╭─ INPUT
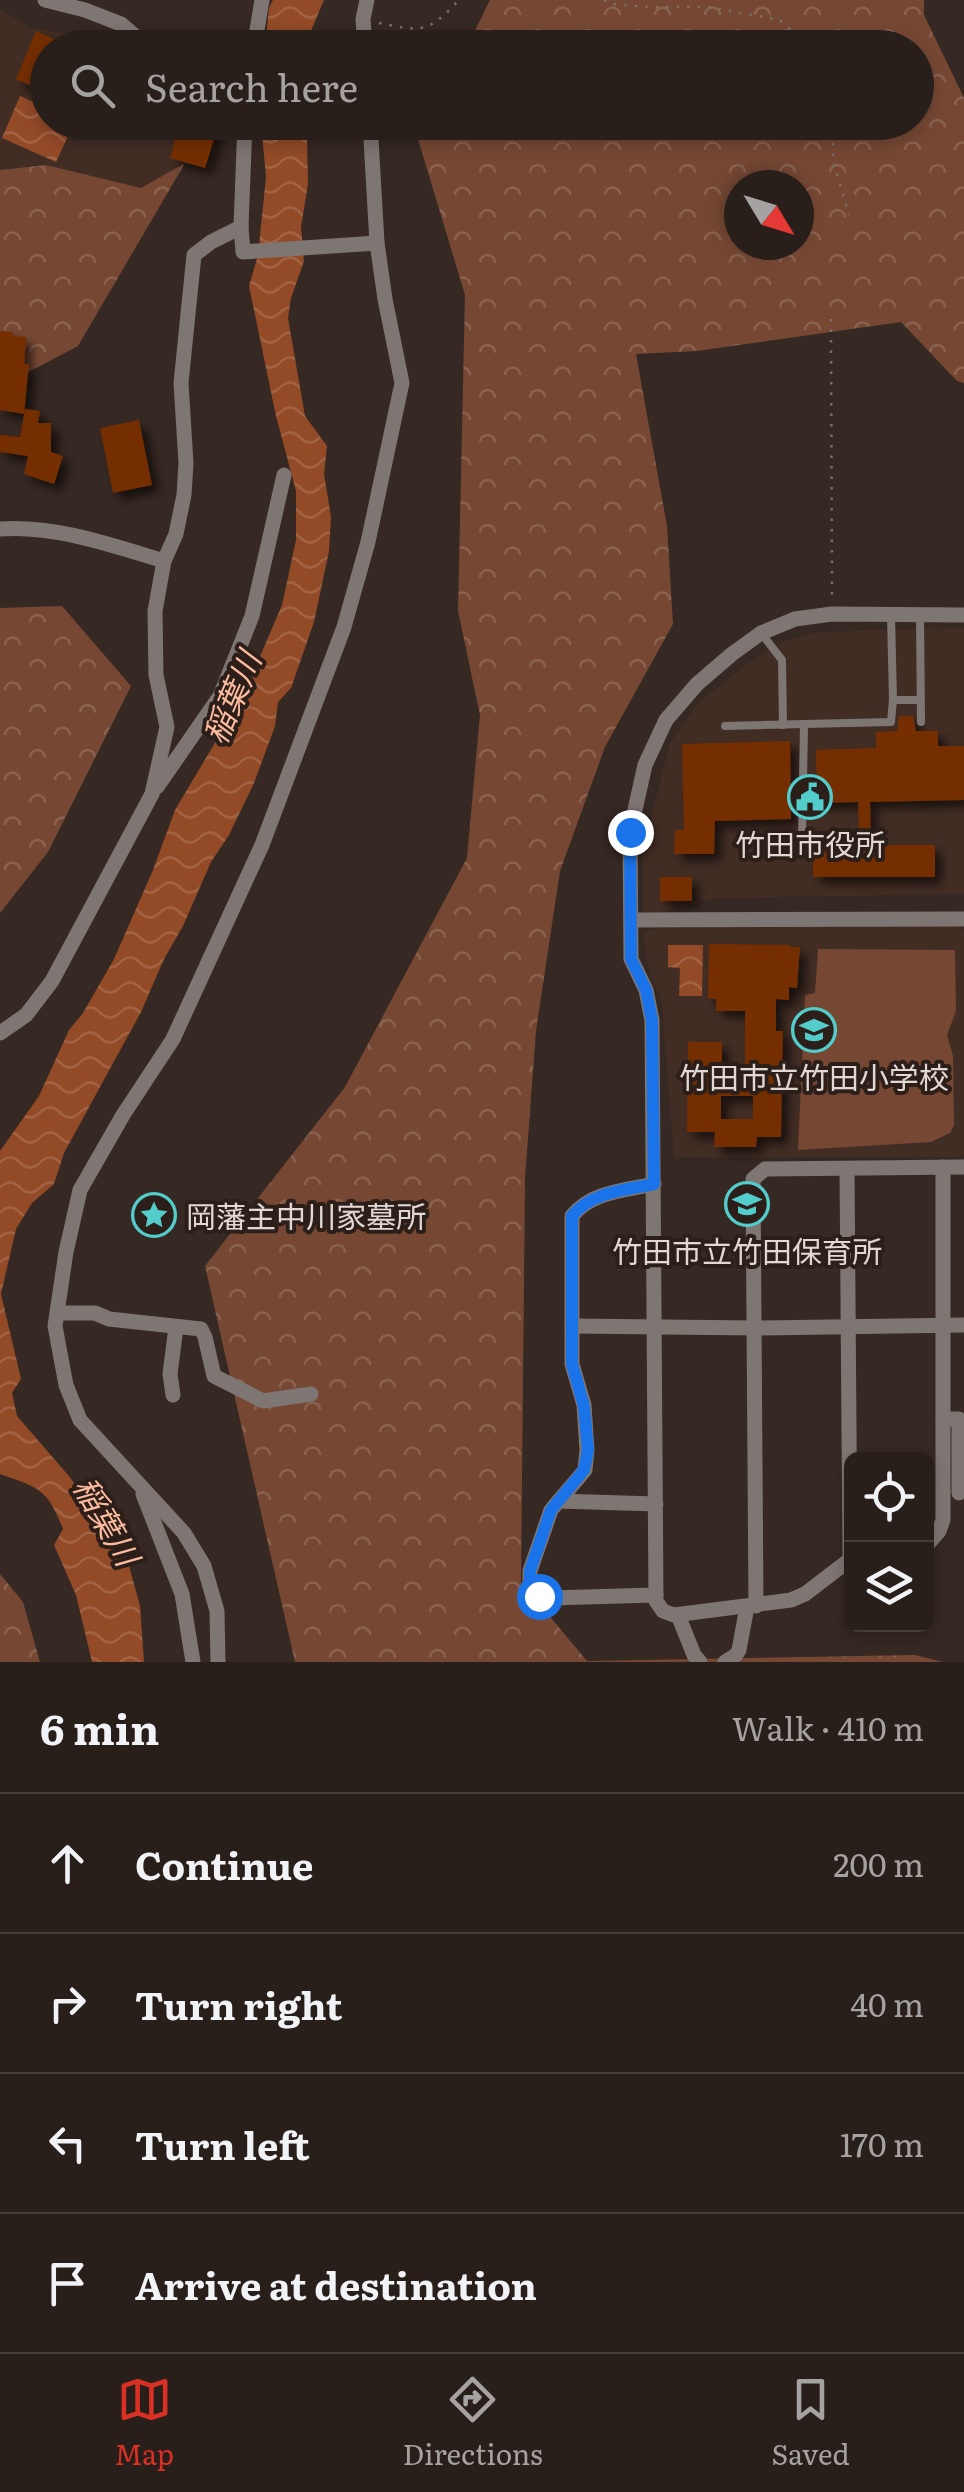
<!DOCTYPE html>
<html lang="en">
<head>
<meta charset="utf-8">
<style>
	:root { --surface:#281e1a; --page:#342b27; --text:#f1f3f6; --muted:#a5a2a2; --line:#443c39; --accent:#d93025 }
	body { margin:0; font-family:Literata,"Noto Sans JP",serif; background:var(--page); color:var(--text) }
	.controls { position:absolute; right:30px; bottom:30px; display:grid; overflow:hidden; border-radius:15px; box-shadow:0 5px 15px #0003 }
	.controls button { width:90px; height:90px; display:grid; place-items:center; padding:0; border:0; border-bottom:2px solid var(--line); background:var(--surface); color:var(--text); font:50px sans-serif }
	.compass { position:absolute; left:724px; top:170px; width:90px; height:90px; border-radius:50%; background:var(--surface); box-shadow:0 5px 15px #0003; rotate:128deg }
	.stop { position:absolute; width:30px; height:30px; margin:-22px; border:8px solid #1a73e8; border-radius:50%; background:#fff }
	.stop.end { background:#1a73e8; border-color:#fff; box-shadow:0 2px 10px #0008 }
	.list { margin:0; padding:0; list-style:none }
	h2 { display:flex; justify-content:space-between; align-items:center; height:130px; margin:0; padding:0 40px; font-size:42px }
	h2 small { font-size:32px; font-weight:400; color:var(--muted) }
	.list li { display:grid; grid-template-columns:65px 1fr auto; gap:30px; align-items:center; box-sizing:border-box; height:140px; padding:0 40px; border-top:2px solid var(--line) }
	.list b { display:block; font-size:38px; white-space:nowrap }
	.list em { font-size:32px; font-style:normal; color:var(--muted) }
	.icon { flex:none; width:55px; height:55px; fill:none; stroke:currentColor; stroke-width:2; stroke-linecap:round; stroke-linejoin:round }
	.map { position:relative; flex:none; width:964px; height:1662px; overflow:hidden }
	.search { position:absolute; background:var(--surface); box-shadow:0 5px 15px #0003; left:30px; right:30px; top:30px; height:110px; display:flex; align-items:center; gap:25px; box-sizing:border-box; padding:0 35px; border-radius:55px; color:var(--muted); font-size:38px }
	.sheet { height:690px; background:var(--surface) }
	nav { display:flex; justify-content:space-around; align-items:center; box-sizing:border-box; height:140px; border-top:2px solid var(--line); background:var(--surface); font-size:28px; color:var(--muted) }
	nav a { display:grid; justify-items:center; gap:5px }
	nav .on { color:var(--accent) }
	.map>svg:first-child { display:block }
	.built { fill:#422d24 }
	.green { fill:#764834 }
	.forest { fill:url(#forest-crowns); fill-rule:evenodd }
	.water { fill:url(#water-waves) }
	.building { fill:#742e05; fill-rule:evenodd; filter:url(#shadow) }
	.lines { fill:none; stroke-linecap:round; stroke-linejoin:round }
	.path { stroke:#7b6f69; stroke-width:2.5; stroke-dasharray:2.5 8; stroke-linecap:butt }
	.lane { stroke:#7e7673; stroke-width:8 }
	.street { stroke:#7e7673; stroke-width:15 }
	.route { stroke:#1a73e8; stroke-width:12 }
	.labels { text-anchor:middle; dominant-baseline:central; stroke-width:8; stroke-linejoin:round; paint-order:stroke }
	.poi-label { font-size:30px; fill:#e1d7d3; stroke:#2c1e18 }
	.water-label { font-size:32px; font-style:italic; fill:#fcbb9f; stroke:#2c1e18 }
</style>
</head>
<body>
<div class="map">
<svg width="964" height="1662" viewBox="0 0 964 1662">
	<defs>
		<pattern id="forest-crowns" width="20" height="18" patternUnits="userSpaceOnUse" patternTransform="scale(2.5)"><rect width="20" height="18" fill="#764834"/><path d="M2 6a3 3 0 1 1 6 0M12 15a3 3 0 1 1 6 0" fill="none" stroke="#896250"/></pattern>
		<pattern id="water-waves" width="16" height="10" patternUnits="userSpaceOnUse" patternTransform="scale(2.5)"><rect width="16" height="10" fill="#934a27"/><path d="M0 5q4-4 8 0t8 0" fill="none" stroke="#a26345"/></pattern>
		<filter id="shadow"><feDropShadow dx="7" dy="7" stdDeviation="5" flood-color="#0009"/></filter>
	</defs>
	<rect width="100%" height="100%" fill="#362822"/>
	<g class="built">
		<path d="M0 9 31 28 104 39 115 47 48 48V122L217 123 223 127 211 168 185 163 141 188 46 165 0 170Z"/>
		<path d="M964 628V894L717 898 643 917V851L670 743 697 704 751 661 786 641 819 632Z"/>
		<path d="M957 924 964 930V1154L957 1157H674L662 1004 648 965 644 937 646 931 659 928Z"/>
	</g>
	<path class="green" d="M818 949 955 950 956 1011 947 1035 953 1056 954 1125 950 1133 931 1142 798 1150 805 995 815 993Z"/>
	<g class="forest">
		<path d="M490 0H924V15L964 98V383L957 381 901 322 697 351 636 354 667 526 673 624 605 747 560 871 536 1031 525 1178 521 1582 587 1661 915 1655 943 1662H295L205 1266 345 1087 467 858 480 715 458 611 465 295 418 139 428 123 916 122V48L467 47ZM739 185H799V245H739Z"/>
		<path d="M185 163 78 346 0 387V170L46 165 141 188Z"/>
		<path d="M62 606 131 686 48 852 0 913V608Z"/>
		<path d="M0 1574 23 1602 40 1662H0Z"/>
	</g>
	<g class="water">
		<path d="M273 0H324L304 47H265L269 8Z"/>
		<path d="M20 96 47 108 48 122 74 123 56 162 2 138Z"/>
		<path d="M261 123H302L307 140 308 184 301 227 304 261 291 298 288 318 305 416 327 446 324 474 331 517 329 551 314 622 291 688 278 702 275 726 254 783 229 835 211 862 183 926 164 959 141 1012 64 1153 54 1184 32 1203 16 1229 1 1294 21 1379 12 1393 17 1416 68 1475 125 1551 140 1606 144 1662H92L76 1595 54 1545 63 1529C47 1488 39 1488 0 1474V1151L39 1096 69 1030 83 1013 114 959 153 870 175 810 244 694 282 605 296 540V491L276 416 249 286 258 255 266 177Z"/>
		<path d="M668 945H703L702 996H679L680 968 668 967Z"/>
	</g>
	<g class="building">
		<path d="M36 31 74 48H48V93L16 79Z"/>
		<path d="M180 122H206L218 126 205 168 170 158Z"/>
		<path d="M0 331 13 332V336L26 337 24 364H29L24 414 0 410Z"/>
		<path d="M25 409 40 411 38 423H51V452L63 456 54 484 24 474 28 456 0 452V435L20 437Z"/>
		<path d="M139 420 152 485 113 493 100 428Z"/>
		<path d="M899 716H913L916 731H938V746H964V800L870 802 871 845H935V877H813V846L860 845 858 802 817 803 816 750 876 748V732L897 731Z"/>
		<path d="M790 741 791 819 715 821 714 854H674L675 830H684L682 744Z"/>
		<rect x="660" y="877" width="32" height="24"/>
		<path d="M709 944 790 945V947H800L797 988 789 987V1000L776 999V1031H783L781 1137H757L756 1147H714L715 1132H687L688 1042H722V1071H745V1011H716V999H708ZM721 1096H753V1119H721Z"/>
	</g>
	<g class="lines">
		<g class="path">
			<path d="M604 0 614 4 647 7H708L780 20 811 48"/>
			<path d="M379 23C423 32 428 33 459 0"/>
			<path d="M833 122V161L849 215"/>
			<path d="M831 319 832 598"/>
		</g>
		<g class="lane">
			<path d="M920 616 921 722"/>
			<path d="M761 633 782 660 783 725"/>
			<path d="M893 700H920"/>
			<path d="M725 726 891 722 893 700 891 616"/>
			<path d="M802 841 804 724"/>
		</g>
		<g class="street">
			<path d="M45 0 85 10 121 24 149 48"/>
			<path d="M254 48 262 0"/>
			<path d="M365 48 363 19 367 0"/>
			<path d="M245 122 241 227 243 252 377 243"/>
			<path d="M0 529C55 525 111 545 164 561L176 534 184 495 186 463 181 383 194 255 211 242 241 227"/>
			<path d="M157 787 220 696 252 616 284 475"/>
			<path d="M631 920 964 919"/>
			<path d="M0 1033 26 1015 52 981 152 794 167 727 156 675 155 611 164 561"/>
			<path d="M847 1169 850 1558"/>
			<path d="M654 1184C625 1190 591 1192 572 1216V1364L584 1405 587 1450 585 1470 551 1510 530 1571V1582L539 1596 550 1598 656 1595"/>
			<path d="M57 1313H95L109 1319 201 1329 205 1337 214 1376 263 1401 311 1394"/>
			<path d="M572 1326 756 1328 964 1325"/>
			<path d="M173 1395 170 1374 176 1327"/>
			<path d="M943 1419H959V1493"/>
			<path d="M143 1494 182 1594 193 1662"/>
			<path d="M559 1501 656 1504"/>
			<path d="M926 1546 939 1531 943 1520V1167"/>
			<path d="M852 1558 805 1594 791 1600 674 1615 663 1611 656 1601 652 1020 646 990 631 959 630 832 645 765 666 720 697 684 732 654 761 633 795 619 832 614 964 615"/>
			<path d="M756 1606 753 1179 765 1169 964 1167"/>
			<path d="M678 1615 694 1655 700 1662"/>
			<path d="M218 1662 217 1611 204 1566 184 1533 80 1420 66 1385 55 1326 66 1252 80 1190 123 1115 173 1039 262 845 344 627 368 542 402 383 385 299 377 243 370 122"/>
			<path d="M725 1662 736 1655 739 1650 747 1607"/>
		</g>
	</g>
	<g class="lines">
		<path class="route" d="M539 1596 530 1582V1571L551 1510 584 1470 588 1450 584 1406 572 1364V1216C591 1192 625 1190 654 1184L652 1020 646 990 631 959 630 832"/>
	</g>
	<defs>
		<g id="civic-ring" transform="scale(2.25)"><circle r="9.5" fill="#2c1e18" stroke="#52cdcc" stroke-width="1.5"/><path d="M-.6-6.5H3V-4.5H.6V-3L4-1V1h2V6H-6V1h2V-1L-.6-3ZM-1.2 2.5V6h2.4V2.5Z" fill="#52cdcc"/></g>
		<g id="school-ring" transform="scale(2.25)"><circle r="9.5" fill="#2c1e18" stroke="#52cdcc" stroke-width="1.5"/><path d="M0-5L7-2L0 1L-7-2ZM-4 1L0 2.5L4 1V4Q0 6-4 4Z" fill="#52cdcc"/></g>
		<g id="sight-ring" transform="scale(2.25)"><circle r="9.5" fill="#2c1e18" stroke="#52cdcc" stroke-width="1.5"/><path d="M0-6L1.8-2.2L6-1.7L2.9 1.2L3.7 5.4L0 3.3L-3.7 5.4L-2.9 1.2L-6-1.7L-1.8-2.2Z" fill="#52cdcc"/></g>
	</defs>
	<g fill-rule="evenodd">
		<use href="#civic-ring" x="810" y="797"/>
		<use href="#school-ring" x="814" y="1030"/>
		<use href="#school-ring" x="747" y="1204"/>
		<use href="#sight-ring" x="154" y="1215"/>
	</g>
	<g class="labels">
		<g class="poi-label">
			<text x="810" y="843">竹田市役所</text>
			<text x="814" y="1076">竹田市立竹田小学校</text>
			<text x="186" y="1215" text-anchor="start">岡藩主中川家墓所</text>
			<text x="747" y="1250">竹田市立竹田保育所</text>
		</g>
		<g class="water-label">
			<text transform="translate(230 697) rotate(-67)">稲葉川</text>
			<text transform="translate(108 1520) rotate(60)">稲葉川</text>
		</g>
	</g>
</svg>
<div class="controls">
<button><svg class="icon" aria-label="locate" viewBox="0 0 24 24"><circle cx="12" cy="12" r="6"/><path d="M12 2v4M12 18v4M2 12h4M18 12h4"/></svg></button>
<button><svg class="icon" aria-label="layers" viewBox="0 0 24 24"><path d="M12 4l9 5-9 5-9-5zM3 14l9 5 9-5"/></svg></button>
</div>
<svg class="compass" viewBox="-18 -18 36 36"><path d="M0-13l5 13h-10z" fill="#e53935"/><path d="M0 13l5-13h-10z" fill="#a5a2a2"/></svg>
<div class="stop" style="left:539px;top:1596px"></div>
<div class="stop end" style="left:630px;top:832px"></div>
<div class="search"><svg class="icon" aria-label="search" viewBox="0 0 24 24"><circle cx="10" cy="10" r="6"/><path d="M15 15l6 6"/></svg>Search here</div>
</div>
<section class="sheet">
<h2>6 min<small>Walk · 410 m</small></h2>
<ul class="list">
<li><svg class="icon" aria-label="ahead" viewBox="0 0 24 24"><path d="M12 20V5M6 11l6-6 6 6"/></svg><div><b>Continue</b></div><em>200 m</em></li>
<li><svg class="icon" aria-label="right" viewBox="0 0 24 24"><path d="M7 20v-9h11M14 6l5 5-5 5"/></svg><div><b>Turn right</b></div><em>40 m</em></li>
<li><svg class="icon" aria-label="left" viewBox="0 0 24 24"><path d="M17 20v-9H6M10 6l-5 5 5 5"/></svg><div><b>Turn left</b></div><em>170 m</em></li>
<li><svg class="icon" aria-label="arrive" viewBox="0 0 24 24"><path d="M6 21V4h12l-3 4 3 4H6"/></svg><div><b>Arrive at destination</b></div></li>
</ul>
</section>
<nav>
<a class="on"><svg class="icon" aria-label="map" viewBox="0 0 24 24"><path d="M3 6l6-2 6 2 6-2v14l-6 2-6-2-6 2zM9 4v14M15 6v14"/></svg>Map</a>
<a><svg class="icon" aria-label="directions" viewBox="0 0 24 24"><path d="M12 3l9 9-9 9-9-9zM9 14v-3h6M13 9l2 2-2 2"/></svg>Directions</a>
<a><svg class="icon" aria-label="saved" viewBox="0 0 24 24"><path d="M7 4h10v16l-5-4-5 4z"/></svg>Saved</a>
</nav>
</body>
</html>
╰─
**WHAT THE TASK ASKS:** If a line above holds the word "lane", copy it.

**WRITTEN ANSWER:**
	.lane { stroke:#7e7673; stroke-width:8 }
		<g class="lane">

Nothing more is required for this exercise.